Diário Digital - 30 Set 04

Atestados e reformas
Hermínio Santos

Parece estar em marcha uma pulsão para a decadência em Portugal. Não é uma decadência da moral, do patriotismo ou da democracia, é uma decadência do carácter, dos princípios da convivência leal com as outras pessoas, da verdade. Tanto na política como na sociedade em geral, os portugueses só parecem ter uma ambição: safarem-se. O que fica para trás, os cacos que ficam por apanhar e as ambições e as esperanças dos que ainda teimam em ser honestos não contam para nada. Atarefada com a agenda mediática e pessoal, a política - quer a da oposição quer a do Governo - vive para fazer as agendas dos telejornais e não para pensar nos reais problemas de quem os elege. Na sociedade, o princípio começa a ser o do salve-se quem puder.

Veja-se o caso dos atestados médicos usados pelos professores para alegadamente beneficiarem de vantagens nas colocações, ultrapassando assim colegas com mais anos de serviço e mais direitos na carreira. Terão sido cerca de 9000 os docentes que invocaram motivos de doença para beneficiar de prioridades nas colocações. Com esta atitude, muitos deles terão abusado de um direito que a lei lhes concede e colocado sob suspeita quem realmente precisa de o utilizar. Estranhamente, os sindicatos dos professores, sempre tão vigilantes na defesa dos seus interesses, pouco ou nada dizem sobre esta vergonha nacional. Preferem falar (e bem) dos erros da lista de colocação mas não podem enterrar a cabeça na areia sobre a questão dos atestados. Estamos a falar de atitudes de pessoas que intervirão num processo de formação cívica e social de jovens.

Também a reforma de Mira Amaral, que parecia um assunto arrumado depois de Bagão Félix ter definido a situação como obscena, continua a ser um tema nebuloso. Num comunicado divulgado na segunda-feira o próprio esclarece que só aceitou o convite do Governo para liderar a CGD após ter recebido a garantia que receberia uma reforma idêntica à que tinha direito no BPI, banco onde era administrador. Fica assim fragilizada a tese do ministro das Finanças que, na entrevista à RTP, esclareceu que a situação de Mira Amaral estava enquadrada no regulamento interno da Caixa, e à qual alguns administradores renunciaram e cuja existência Bagão desconhecia.

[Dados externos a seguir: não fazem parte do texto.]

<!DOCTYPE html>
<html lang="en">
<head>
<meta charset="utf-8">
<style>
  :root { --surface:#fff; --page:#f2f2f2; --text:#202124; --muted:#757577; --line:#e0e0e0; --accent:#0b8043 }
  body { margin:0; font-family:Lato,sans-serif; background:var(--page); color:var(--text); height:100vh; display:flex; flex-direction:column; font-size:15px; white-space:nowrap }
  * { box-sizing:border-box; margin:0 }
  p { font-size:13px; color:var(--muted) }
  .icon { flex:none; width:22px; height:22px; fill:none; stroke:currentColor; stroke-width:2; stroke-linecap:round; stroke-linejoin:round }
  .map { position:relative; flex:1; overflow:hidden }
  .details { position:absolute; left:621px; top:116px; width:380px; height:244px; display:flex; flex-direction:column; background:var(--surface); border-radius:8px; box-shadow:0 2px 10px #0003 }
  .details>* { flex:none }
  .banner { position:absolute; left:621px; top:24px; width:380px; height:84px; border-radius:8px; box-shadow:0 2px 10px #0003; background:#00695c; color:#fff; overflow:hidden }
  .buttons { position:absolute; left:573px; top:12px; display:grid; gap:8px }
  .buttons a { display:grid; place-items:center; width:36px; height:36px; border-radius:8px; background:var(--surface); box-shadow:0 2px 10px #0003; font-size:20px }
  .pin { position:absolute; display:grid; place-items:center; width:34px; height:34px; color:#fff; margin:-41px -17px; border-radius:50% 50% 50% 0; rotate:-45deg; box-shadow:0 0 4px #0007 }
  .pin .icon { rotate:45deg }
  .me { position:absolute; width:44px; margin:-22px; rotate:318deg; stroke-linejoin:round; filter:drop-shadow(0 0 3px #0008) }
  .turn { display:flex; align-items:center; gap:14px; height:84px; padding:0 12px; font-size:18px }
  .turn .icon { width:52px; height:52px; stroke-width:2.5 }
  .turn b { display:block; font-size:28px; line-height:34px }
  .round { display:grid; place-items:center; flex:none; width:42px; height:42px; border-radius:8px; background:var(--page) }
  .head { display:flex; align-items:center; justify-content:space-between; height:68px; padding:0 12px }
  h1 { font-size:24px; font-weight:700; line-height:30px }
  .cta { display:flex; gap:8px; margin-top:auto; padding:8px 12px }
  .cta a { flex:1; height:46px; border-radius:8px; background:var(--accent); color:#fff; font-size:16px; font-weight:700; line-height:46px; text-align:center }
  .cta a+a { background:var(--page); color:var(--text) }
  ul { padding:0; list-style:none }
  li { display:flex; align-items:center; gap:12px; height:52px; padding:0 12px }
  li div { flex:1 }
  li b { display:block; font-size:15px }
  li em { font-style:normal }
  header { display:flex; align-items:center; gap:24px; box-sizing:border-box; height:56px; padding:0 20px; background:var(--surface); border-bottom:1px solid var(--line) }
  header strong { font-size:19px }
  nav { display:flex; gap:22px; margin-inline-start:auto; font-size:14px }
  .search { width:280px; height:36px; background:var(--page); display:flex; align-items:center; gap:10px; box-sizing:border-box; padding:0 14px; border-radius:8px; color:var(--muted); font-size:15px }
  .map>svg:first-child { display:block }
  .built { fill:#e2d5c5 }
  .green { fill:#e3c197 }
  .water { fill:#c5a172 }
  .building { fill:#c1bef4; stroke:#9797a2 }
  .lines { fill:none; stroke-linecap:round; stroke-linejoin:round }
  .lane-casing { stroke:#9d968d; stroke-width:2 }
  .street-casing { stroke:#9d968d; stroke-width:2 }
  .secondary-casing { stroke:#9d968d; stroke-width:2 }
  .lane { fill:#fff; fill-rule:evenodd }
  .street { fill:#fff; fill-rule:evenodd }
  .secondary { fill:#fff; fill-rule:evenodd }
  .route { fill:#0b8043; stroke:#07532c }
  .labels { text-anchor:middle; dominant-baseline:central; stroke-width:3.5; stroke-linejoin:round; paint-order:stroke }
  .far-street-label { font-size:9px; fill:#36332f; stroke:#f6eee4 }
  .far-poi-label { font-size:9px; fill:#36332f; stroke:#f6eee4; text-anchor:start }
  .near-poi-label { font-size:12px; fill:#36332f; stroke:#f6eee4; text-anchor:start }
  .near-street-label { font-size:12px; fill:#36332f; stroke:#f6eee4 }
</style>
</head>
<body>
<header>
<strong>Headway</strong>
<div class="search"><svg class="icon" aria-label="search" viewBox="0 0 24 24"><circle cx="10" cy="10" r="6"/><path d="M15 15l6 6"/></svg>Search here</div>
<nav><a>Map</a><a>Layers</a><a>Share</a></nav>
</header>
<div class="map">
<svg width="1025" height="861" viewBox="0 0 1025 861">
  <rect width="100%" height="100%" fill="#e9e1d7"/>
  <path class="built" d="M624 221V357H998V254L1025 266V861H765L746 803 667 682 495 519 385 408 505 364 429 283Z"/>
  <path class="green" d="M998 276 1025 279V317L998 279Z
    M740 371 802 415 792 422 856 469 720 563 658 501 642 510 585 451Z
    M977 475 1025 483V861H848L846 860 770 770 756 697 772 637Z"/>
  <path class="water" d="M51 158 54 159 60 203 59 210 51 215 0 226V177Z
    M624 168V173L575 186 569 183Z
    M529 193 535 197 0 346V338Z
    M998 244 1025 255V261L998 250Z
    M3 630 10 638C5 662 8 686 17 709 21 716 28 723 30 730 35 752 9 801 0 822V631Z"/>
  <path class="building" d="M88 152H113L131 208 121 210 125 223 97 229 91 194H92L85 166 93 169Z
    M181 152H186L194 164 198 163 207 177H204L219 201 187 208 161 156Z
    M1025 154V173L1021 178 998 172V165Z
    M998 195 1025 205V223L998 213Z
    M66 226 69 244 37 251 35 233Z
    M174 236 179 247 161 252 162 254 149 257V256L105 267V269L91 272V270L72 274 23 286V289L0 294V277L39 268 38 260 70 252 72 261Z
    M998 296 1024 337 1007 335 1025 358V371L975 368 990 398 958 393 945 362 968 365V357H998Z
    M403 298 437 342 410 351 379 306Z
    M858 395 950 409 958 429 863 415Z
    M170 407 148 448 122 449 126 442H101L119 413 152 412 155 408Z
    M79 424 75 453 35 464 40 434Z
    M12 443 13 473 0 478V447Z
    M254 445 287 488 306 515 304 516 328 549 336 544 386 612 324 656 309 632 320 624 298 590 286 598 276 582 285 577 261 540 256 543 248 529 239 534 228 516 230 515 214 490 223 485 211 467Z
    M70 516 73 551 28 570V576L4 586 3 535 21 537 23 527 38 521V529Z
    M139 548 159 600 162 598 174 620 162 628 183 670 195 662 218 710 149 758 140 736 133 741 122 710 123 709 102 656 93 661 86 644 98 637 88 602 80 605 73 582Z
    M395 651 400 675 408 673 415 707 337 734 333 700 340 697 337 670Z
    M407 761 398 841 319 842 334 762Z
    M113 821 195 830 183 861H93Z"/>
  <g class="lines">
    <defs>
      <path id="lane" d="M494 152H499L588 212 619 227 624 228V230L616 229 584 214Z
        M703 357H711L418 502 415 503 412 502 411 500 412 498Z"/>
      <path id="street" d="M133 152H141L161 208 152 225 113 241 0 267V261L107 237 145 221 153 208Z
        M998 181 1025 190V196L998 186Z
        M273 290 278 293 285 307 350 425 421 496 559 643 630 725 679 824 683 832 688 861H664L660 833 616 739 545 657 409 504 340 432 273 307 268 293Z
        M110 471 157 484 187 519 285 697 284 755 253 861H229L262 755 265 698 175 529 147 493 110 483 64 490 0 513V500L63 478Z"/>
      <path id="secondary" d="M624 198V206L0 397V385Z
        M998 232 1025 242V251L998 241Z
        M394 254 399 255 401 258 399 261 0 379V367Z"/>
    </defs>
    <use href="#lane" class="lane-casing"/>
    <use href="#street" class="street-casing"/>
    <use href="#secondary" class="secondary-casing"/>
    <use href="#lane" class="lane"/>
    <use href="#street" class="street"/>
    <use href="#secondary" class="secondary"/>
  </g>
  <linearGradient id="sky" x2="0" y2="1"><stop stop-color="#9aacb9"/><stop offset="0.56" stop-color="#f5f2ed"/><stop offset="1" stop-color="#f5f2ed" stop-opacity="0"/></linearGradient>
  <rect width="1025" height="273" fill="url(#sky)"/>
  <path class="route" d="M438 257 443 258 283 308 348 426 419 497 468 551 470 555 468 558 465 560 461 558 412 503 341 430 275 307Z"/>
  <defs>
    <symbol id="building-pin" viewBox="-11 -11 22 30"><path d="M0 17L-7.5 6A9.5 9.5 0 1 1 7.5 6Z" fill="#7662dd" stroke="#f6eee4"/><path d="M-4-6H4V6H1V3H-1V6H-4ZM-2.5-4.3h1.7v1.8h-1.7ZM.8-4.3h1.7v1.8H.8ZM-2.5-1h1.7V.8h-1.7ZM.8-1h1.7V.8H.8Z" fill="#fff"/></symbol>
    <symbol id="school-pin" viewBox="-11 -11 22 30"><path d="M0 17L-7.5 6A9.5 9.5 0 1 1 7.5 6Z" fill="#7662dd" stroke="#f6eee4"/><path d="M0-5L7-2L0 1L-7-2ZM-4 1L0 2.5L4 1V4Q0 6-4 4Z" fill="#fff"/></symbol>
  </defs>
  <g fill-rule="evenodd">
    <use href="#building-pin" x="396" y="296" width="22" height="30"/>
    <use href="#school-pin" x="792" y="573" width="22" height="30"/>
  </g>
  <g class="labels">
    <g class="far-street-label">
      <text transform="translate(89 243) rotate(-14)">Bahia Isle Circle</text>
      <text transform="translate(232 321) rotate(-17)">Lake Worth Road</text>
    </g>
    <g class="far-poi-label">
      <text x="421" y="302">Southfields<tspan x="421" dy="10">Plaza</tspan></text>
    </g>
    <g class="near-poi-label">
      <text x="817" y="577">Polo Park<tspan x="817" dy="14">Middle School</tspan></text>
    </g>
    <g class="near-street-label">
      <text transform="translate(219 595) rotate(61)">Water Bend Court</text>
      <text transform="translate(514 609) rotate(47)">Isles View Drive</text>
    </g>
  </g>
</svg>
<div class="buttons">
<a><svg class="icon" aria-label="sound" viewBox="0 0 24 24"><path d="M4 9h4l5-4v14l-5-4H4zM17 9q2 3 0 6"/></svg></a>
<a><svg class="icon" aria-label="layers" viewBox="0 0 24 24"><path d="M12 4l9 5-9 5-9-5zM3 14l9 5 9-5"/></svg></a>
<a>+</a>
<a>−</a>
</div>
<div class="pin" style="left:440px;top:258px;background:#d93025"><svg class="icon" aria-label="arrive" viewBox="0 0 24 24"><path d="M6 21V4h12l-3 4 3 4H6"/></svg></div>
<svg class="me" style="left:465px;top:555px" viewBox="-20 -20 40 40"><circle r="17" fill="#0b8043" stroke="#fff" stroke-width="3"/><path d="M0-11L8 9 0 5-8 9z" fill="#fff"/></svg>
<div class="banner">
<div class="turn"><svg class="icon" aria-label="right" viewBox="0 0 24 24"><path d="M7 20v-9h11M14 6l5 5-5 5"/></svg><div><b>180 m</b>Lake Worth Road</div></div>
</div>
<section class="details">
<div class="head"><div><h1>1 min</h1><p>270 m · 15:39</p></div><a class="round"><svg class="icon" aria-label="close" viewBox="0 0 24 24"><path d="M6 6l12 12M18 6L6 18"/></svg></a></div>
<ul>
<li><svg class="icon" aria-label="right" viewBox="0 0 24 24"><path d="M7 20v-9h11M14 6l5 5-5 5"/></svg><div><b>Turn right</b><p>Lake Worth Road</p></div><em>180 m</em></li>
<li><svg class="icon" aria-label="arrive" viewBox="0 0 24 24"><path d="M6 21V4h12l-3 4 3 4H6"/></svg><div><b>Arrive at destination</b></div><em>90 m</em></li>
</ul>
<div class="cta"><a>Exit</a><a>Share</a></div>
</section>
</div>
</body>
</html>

Perante o comunicado de Mira Amaral, que se limitou a tratar da sua vida e a salvaguradar os seus direitos, advinha-se que quem o convidou para a CGD já sabia da existência daquele regulamento. Seria interessante alguém esclarecer os portugueses sobre o que diz o famoso regulamento interno da CGD - porque não publicá-lo na Internet? - e ouvir os membros do Governo anterior responsáveis pela área das Finanças sobre o tal compromisso. Não está em causa o valor da reforma -se o regulamento o permite não há nada a fazer - mas sim o processo. O Estado e o Governo têm de dar o exemplo. Caso contrário, os professores que recorreram abusivamente aos atestados sentem-se legitimados para usarem meios que não são os mais correctos para resolver a sua vida profissional.